Hello friends. The Daily Mumps is a daily one-panel photo comic made out of pictures of my own lousy kids. I know! A very special hell! But let's be reasonable. You try my comic, I'll come to your house and fluff your pets up for you. Deal? And if you dig it, feel free to pass the Mumps along to a friend. I'd really appreciate it, as I'm dying to start saying things like "The Mumps are spreading!" and "Nobody is immune from the Mumps!" and "Why won't this rash go away!" and "I'd like a #2 Value Meal please!" (That last one was for the lady at McDonald's, where I'll be having lunch today.)
Here are a few Mumps to get you started:
'You're next, Brainy Smurf'
'Miller time'
'Four things to say...''
'Always keep the receipt'
'Soccer survivors'
If you feel like checking it out, it would be great to get some feedback, good or bad. Of course, you're under no obligation either to check it out or to comment. You have a life, after all. Who can blame you for being a self-absorbed jerk? I thank you.

Sure It's a Comic

Xaviar Xerexes's picture

I think its definitely a comic -there's a juxtaposition of words and pictures and unless you're a McCloudian purist excluding one-panel work from the definition then this fits. Granted you're making minimal use of the rich toolset and vocabulary available to comics creators (for starters, no attempt to really integrate text and image through word bubbles or strategic placement of the text in the image itself) but it doesn't mean it's not a comic.

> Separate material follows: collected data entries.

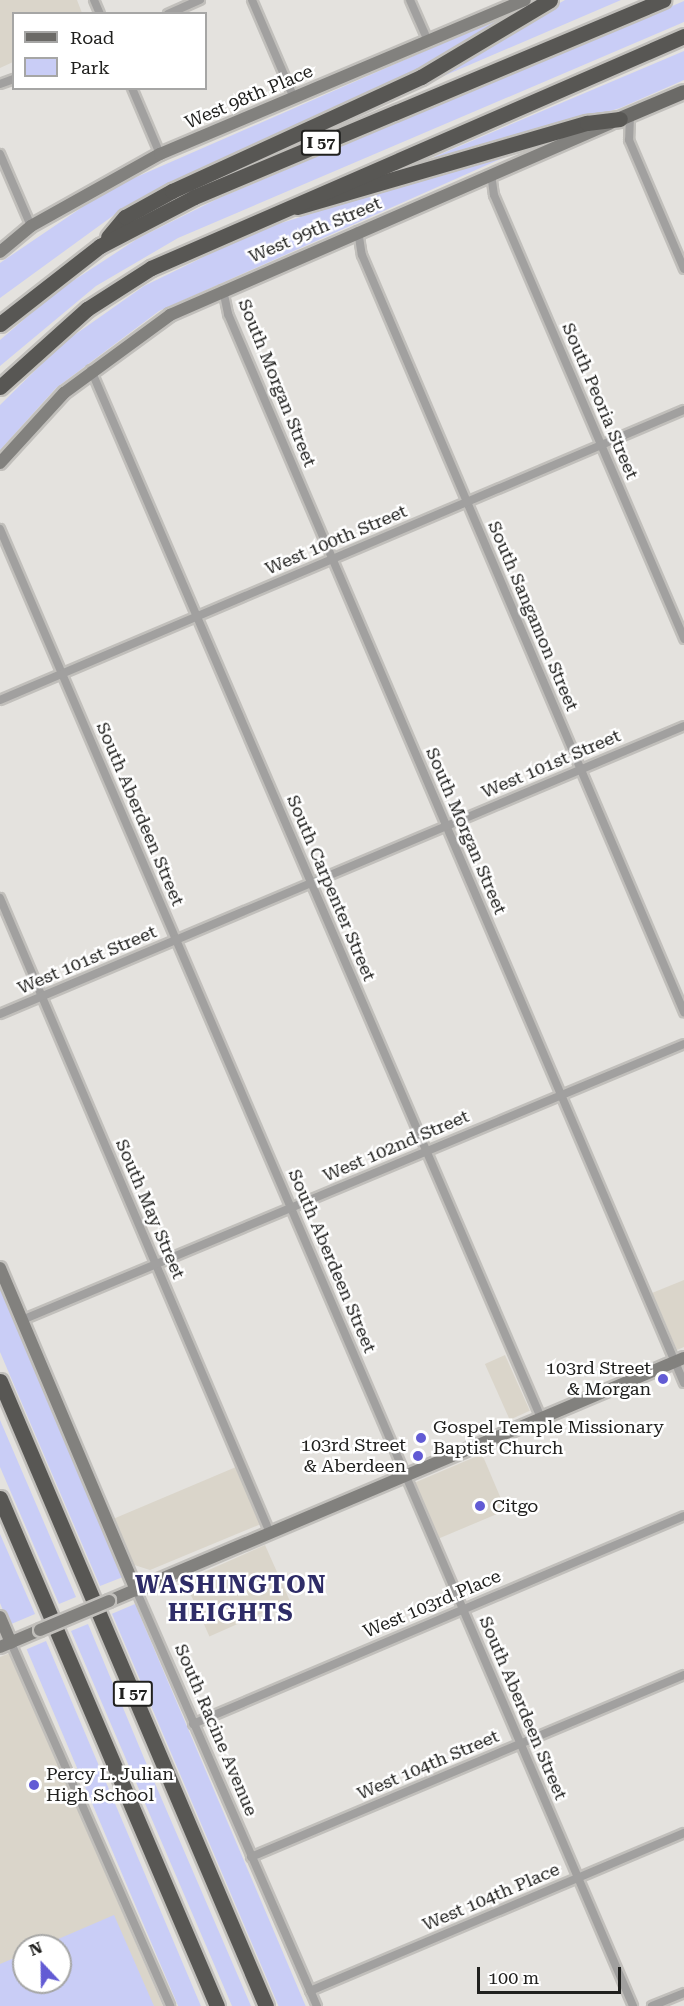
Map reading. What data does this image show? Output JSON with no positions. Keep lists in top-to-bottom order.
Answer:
{
  "streets": {
    "highway": ["I 57"],
    "main road": ["West 99th Street"],
    "street": [
      "West 98th Place",
      "South Morgan Street",
      "South Peoria Street",
      "West 100th Street",
      "South Sangamon Street",
      "West 101st Street",
      "South Aberdeen Street",
      "South Carpenter Street",
      "West 102nd Street",
      "South May Street",
      "West 103rd Place",
      "South Racine Avenue",
      "West 104th Street",
      "West 104th Place"
    ]
  },
  "crossings": [
    ["West 99th Street", "South Morgan Street"],
    ["West 99th Street", "South Peoria Street"],
    ["West 99th Street", "South Sangamon Street"],
    ["West 99th Street", "South Carpenter Street"],
    ["South Morgan Street", "West 100th Street"],
    ["South Morgan Street", "West 101st Street"],
    ["South Morgan Street", "West 102nd Street"],
    ["South Peoria Street", "West 100th Street"],
    ["West 100th Street", "South Sangamon Street"],
    ["West 100th Street", "South Aberdeen Street"],
    ["West 100th Street", "South Carpenter Street"],
    ["South Sangamon Street", "West 101st Street"],
    ["West 101st Street", "South Aberdeen Street"],
    ["West 101st Street", "South Carpenter Street"],
    ["West 101st Street", "South May Street"],
    ["South Aberdeen Street", "West 102nd Street"],
    ["South Aberdeen Street", "West 103rd Place"],
    ["South Aberdeen Street", "West 104th Street"],
    ["South Aberdeen Street", "West 104th Place"],
    ["South Carpenter Street", "West 102nd Street"],
    ["West 102nd Street", "South May Street"],
    ["West 102nd Street", "South Racine Avenue"],
    ["West 103rd Place", "South Racine Avenue"],
    ["South Racine Avenue", "West 104th Street"],
    ["South Racine Avenue", "West 104th Place"]
  ],
  "districts": ["WASHINGTON HEIGHTS"],
  "places": [
    "103rd Street & Morgan",
    "Gospel Temple Missionary Baptist Church",
    "103rd Street & Aberdeen",
    "Citgo",
    "Percy L. Julian High School"
  ],
  "legend": ["Road", "Park"],
  "scale_bar": "100 m",
  "north": "top"
}
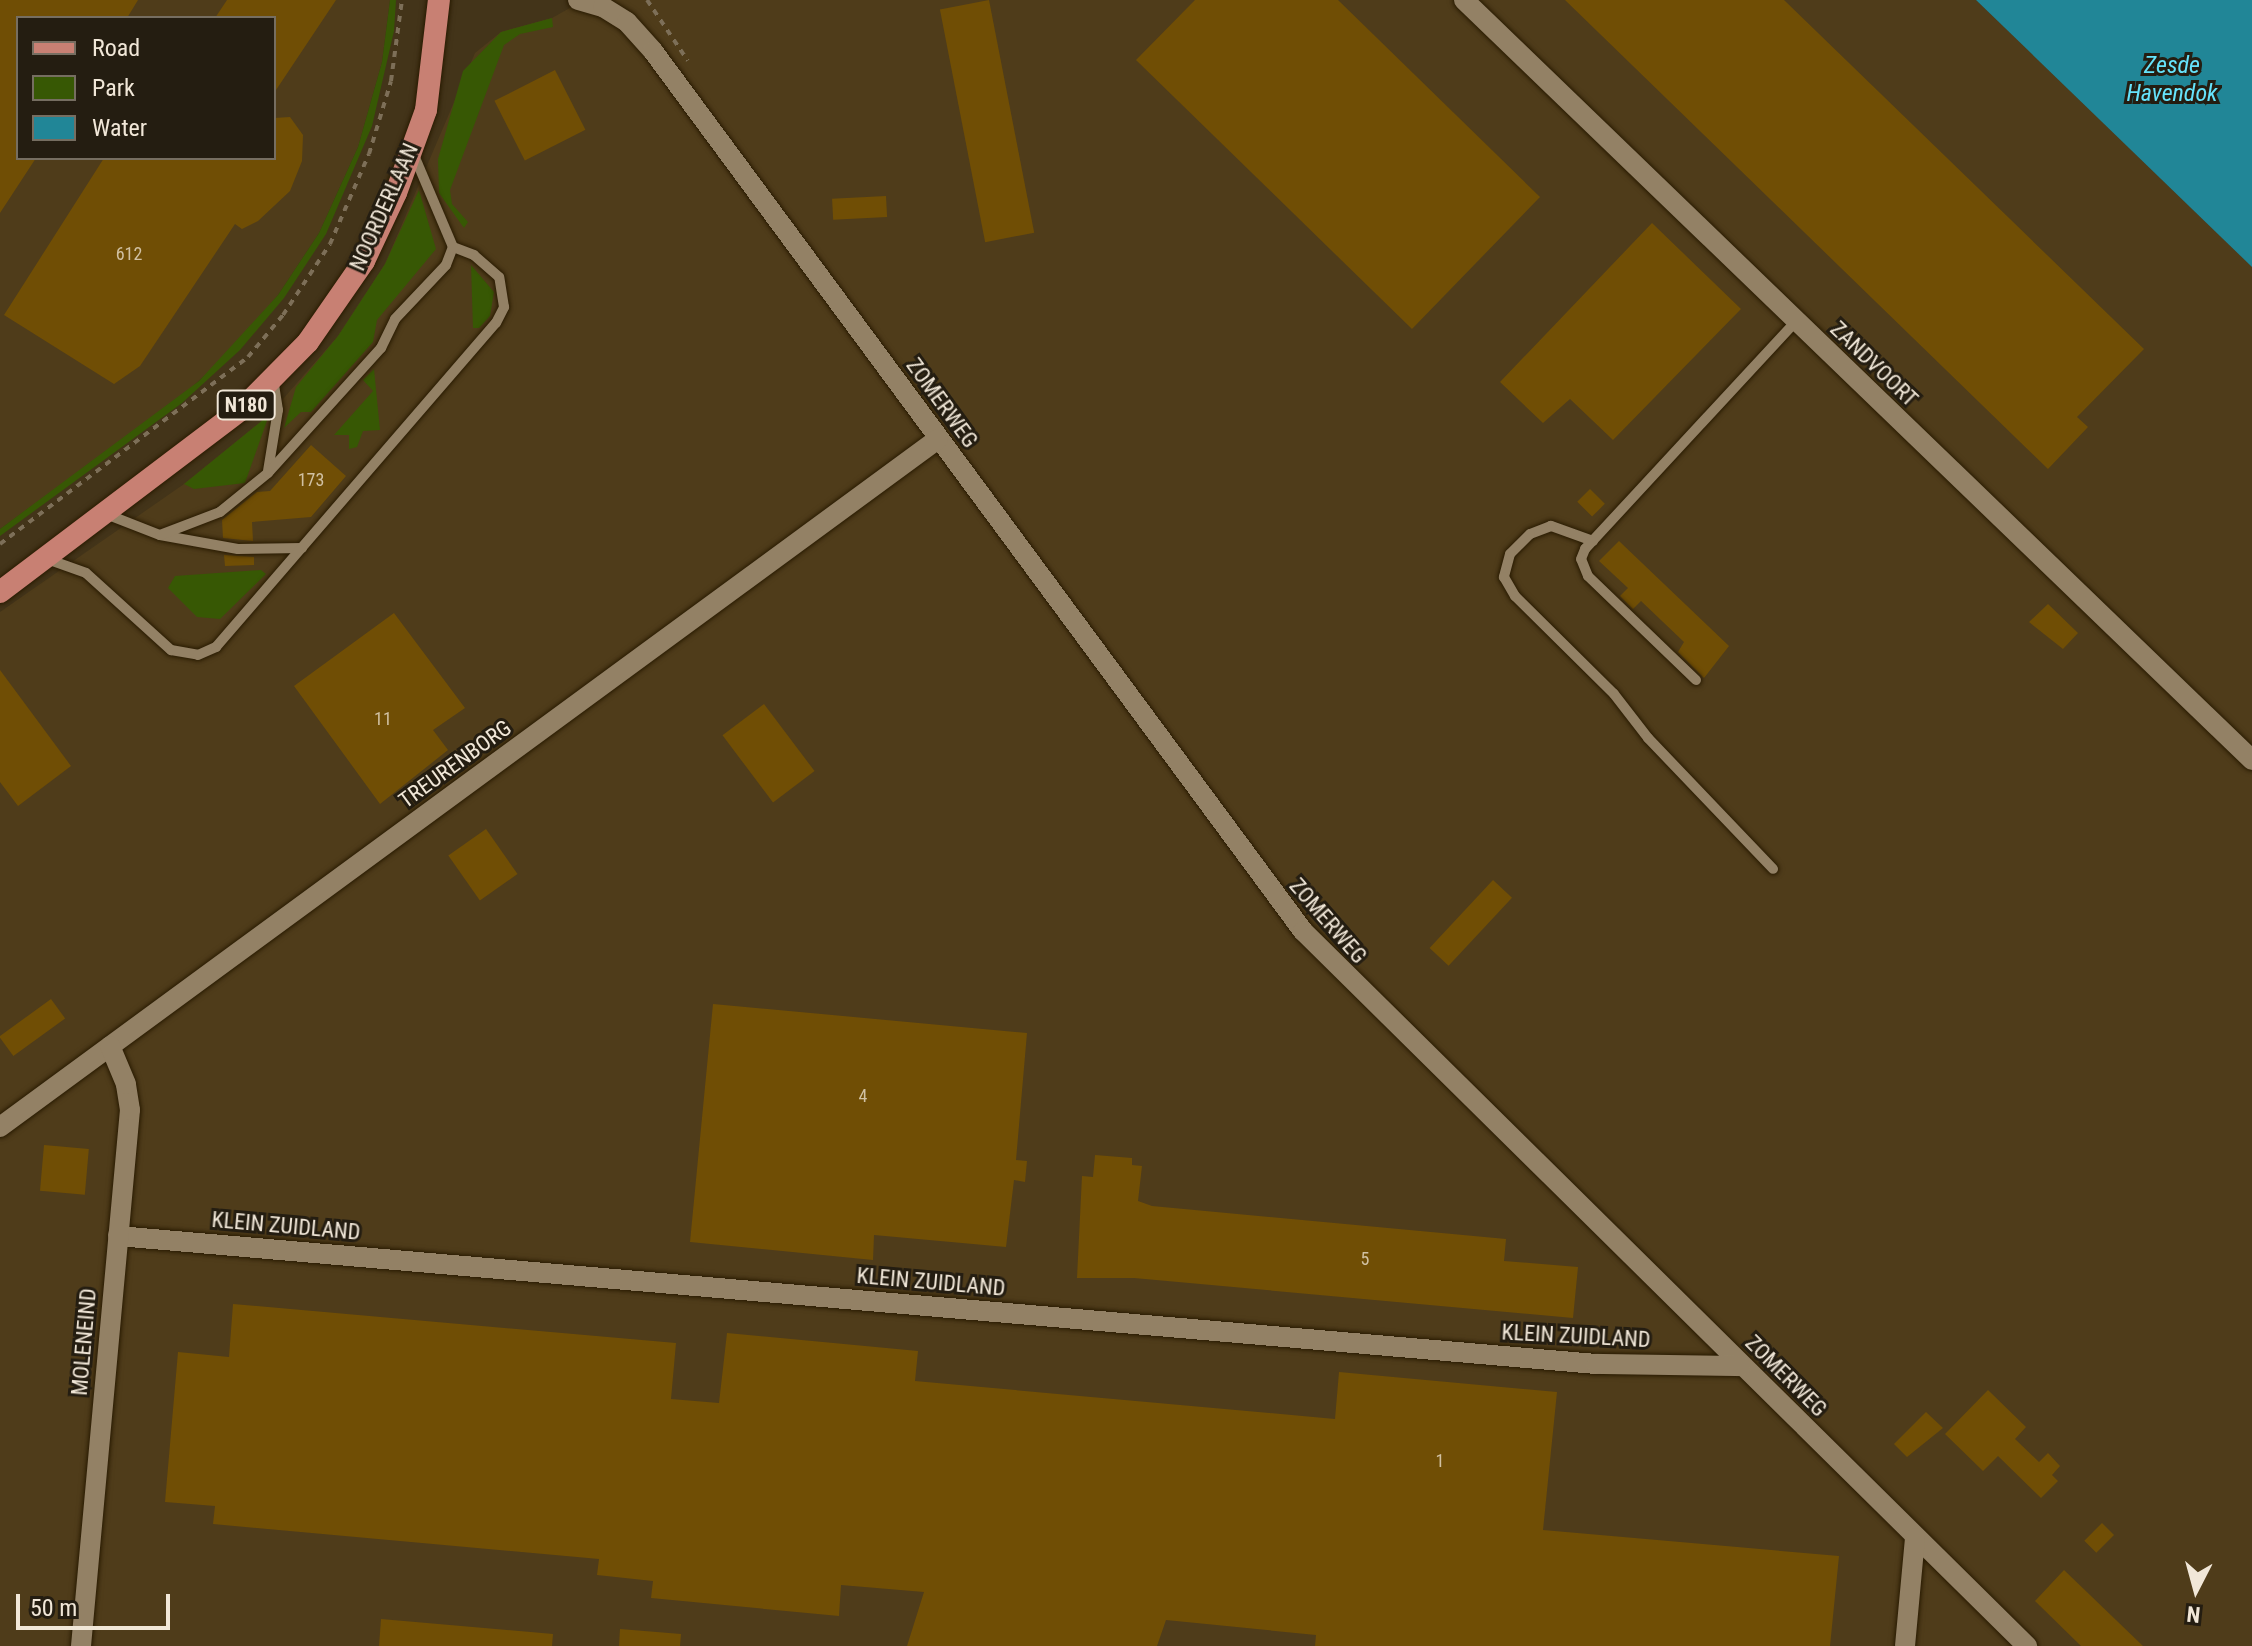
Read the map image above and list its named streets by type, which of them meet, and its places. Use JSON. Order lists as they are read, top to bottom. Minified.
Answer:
{"streets":{"main road":["NOORDERLAAN","N180"],"street":["ZANDVOORT","ZOMERWEG","TREURENBORG","KLEIN ZUIDLAND","MOLENEIND"]},"crossings":[["ZOMERWEG","TREURENBORG"],["ZOMERWEG","KLEIN ZUIDLAND"],["TREURENBORG","MOLENEIND"],["KLEIN ZUIDLAND","MOLENEIND"]],"water":["Zesde Havendok"],"house_numbers":["612","173","11","4","5","1"],"legend":["Road","Park","Water"],"scale_bar":"50 m","north":"bottom"}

I run this place! Tip the piano player on the way out.

Uncle Ghastly's picture

Reminds me more of the Caption contests on Fark than a comic strip.

Fabricari's picture

While this is amusing, I don't really consider this a comic anymore than I'd consider my Ofoto galleries a comic. Now it's not that I'm a purist who believes you need more than one panel, but there needs to be some sense of movement in time. That can be accomplished by umbilical cord bubbles or text, or whatever. It doesn't necessarily have to be a gag, but some motion towards an insight or conclusion. Right now the text serves as a caption, which seems to pull the reader outside of the "panel".

I can see the fun of involving your kids in this project. Why not take an extra step and take a series of photos. Let them act a little or capture some motion.

Just ramblin'. Heh.

Steve "Fabricari" Harrison

Fabricari's picture

As a matter of coincidence, today's strip at uses a single panel, and I think it still counts as sequential art because of what I said earlier. The text gives it a sense of passing time. Especially since you need to read left to right to take it all in. Maybe we can get McCloud in here and he can be the judge...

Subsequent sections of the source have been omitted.